The sphere

Seán · Guest

Here's one for ya.
In any sphere over 6cm diameter it's possible to drill a hole that goes right through the centre of the sphere and is exactly 6 cm deep. The diameter of the hole will vary depending on the diameter of the sphere. So for large spheres you will be left with a large wedding ring shape that is exactly 6 cm deep.

What is the volume of the "wedding ring"?

Guest · Posted: Sat Sep 24, 2005 12:06 am Post subject:

It is volume=4/3¶r3

tricky · Guest

a large hole Question

Duh · Guest

No, you're wrong. If a sphere is 7 cm in diameter then in order to drill a hole to the center you would need to drill 7 cm deep. and the size of the hole is not going to change if you use the same size tool to do the job.

Sean · Guest

Remember the depth that is being discussed is the depth of the "wedding ring" shape that is left after the hole has been drilled. So if you have a sphere 7cm diameter and you drill any diameter hole through the center, the depth of that hole is going to be less that 7cm. The diameter of the hole will vary in order to leave you with a hole exactly 6cm deep.

Riddleman · Site Admin Joined: 18 May 2005 Posts: 598

I have no clue

hduncan · New Member Joined: 20 Jun 2006 Posts: 5

if you drill a hole in anything you get a cylender for a hole. the volume would be 6cm times the area of the circle that is covered by the drill bit. for example if the drill bit is a one inch drill bit then the area of the circle covered by it is pi X r^2. or pi X .5^2. which equals .785 in ^2. then simply multiply by the depth of the hole which is 2.36 in (6cm) and you would get 1.852 in^3.

the variable is not the constant 6 cm depth. the variable is the area of the circle created by the drill bit.

GameMaster · Site Regular Joined: 20 Apr 2006 Posts: 55

Your explaination of the problem is flawed...

Remember the depth that is being discussed is the depth of the "wedding ring" shape that is left after the hole has been drilled.
"So if you have a sphere 7cm diameter and you drill any diameter hole through the center, the depth of that hole is going to be less that 7cm. The diameter of the hole will vary in order to leave you with a hole exactly 6cm deep."

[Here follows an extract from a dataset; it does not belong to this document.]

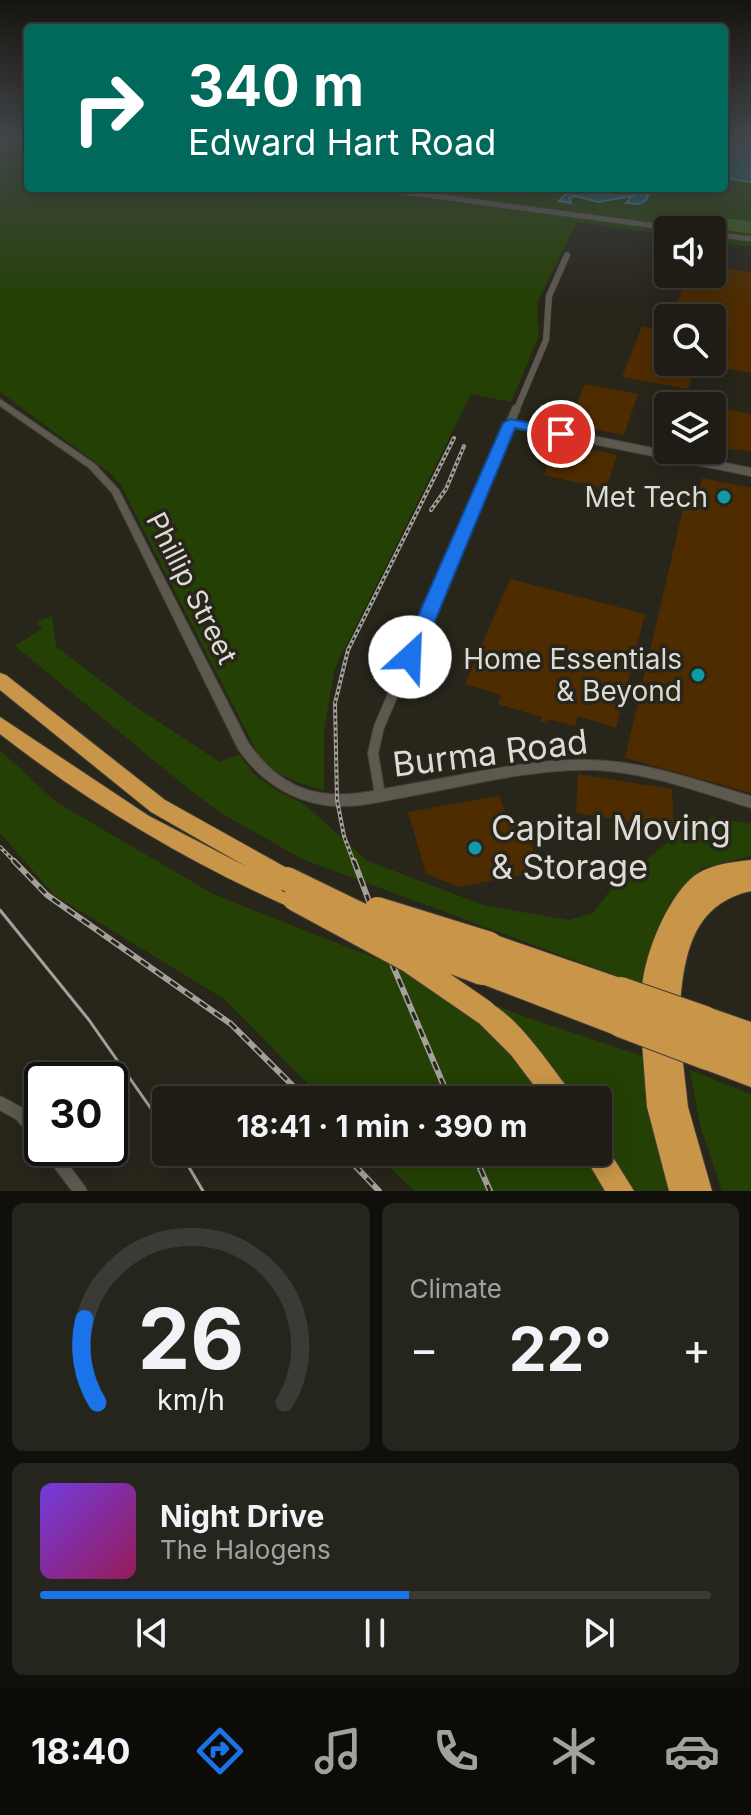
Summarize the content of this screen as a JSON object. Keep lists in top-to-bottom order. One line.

"6 cm deep" means (or at least I and the few people who responded have read it to mean) that the bit will be 6 cm long.... That's the depth of the hole (or the height of the cylinder removed from the spere). It's independant of the diameter of the hole....

The volume of the remaining, can be found by intergration (or with the formula for volume of a sphere) will be:

The area of any sphere s, with a cylinder c removed will be:
2*Intergral from 0 to radius of s : As(x)dx - Ac
where As(x) = Π * (x/2)^2 and Vc = 6 Π r^2 and r < radius of s
So, we start to integrate....

= Π * ( 1/2 *integral of x^2) - Ac
= Π * (1/2 * (x^3)/3) - 6r^2 | from x=0 to x = radius of s, call it R.
= Π (R^3/6 - 6r^2)

The "depth" of the whole is still 6cm. The volume of the hole is still 6Πr^2. The only thing that changes the VOLUME of the remaining peice... The DEPTH is constant.

Riddleman · Site Admin Joined: 18 May 2005 Posts: 598

not good at math

OliverWestby · New Member Joined: 14 Jan 2007 Posts: 1

the volume of the wedding ring shaped piece left over is 36pi or 113.097

deryk · Guy Who Comes A Lot Joined: 19 May 2006 Posts: 159

i don't think there is enough information to even answer this. Your can drill a 6cm deep whole into any sphere with a diameter greater than 6cm. As the riddle states: the larger the sphere the wider the drill whole will have to be to still create a depth of 6 cm, and thus the closer to a wedding ring shape there will be. maybe i just don't know enough math yet but wont the volume of the wedding ring change depending on the size of the original sphere?

i know everything · Posted: Tue Feb 13, 2007 10:41 pm Post subject:

deryk is right, the math involved in this is seriously flawed, the size of the cylinder would not be determined, there is not information, the drill might be the same, or the size of the drill bit you use might fluctuate drastically, so therefore, i can conclude that this is a dumb, (sorry) riddle.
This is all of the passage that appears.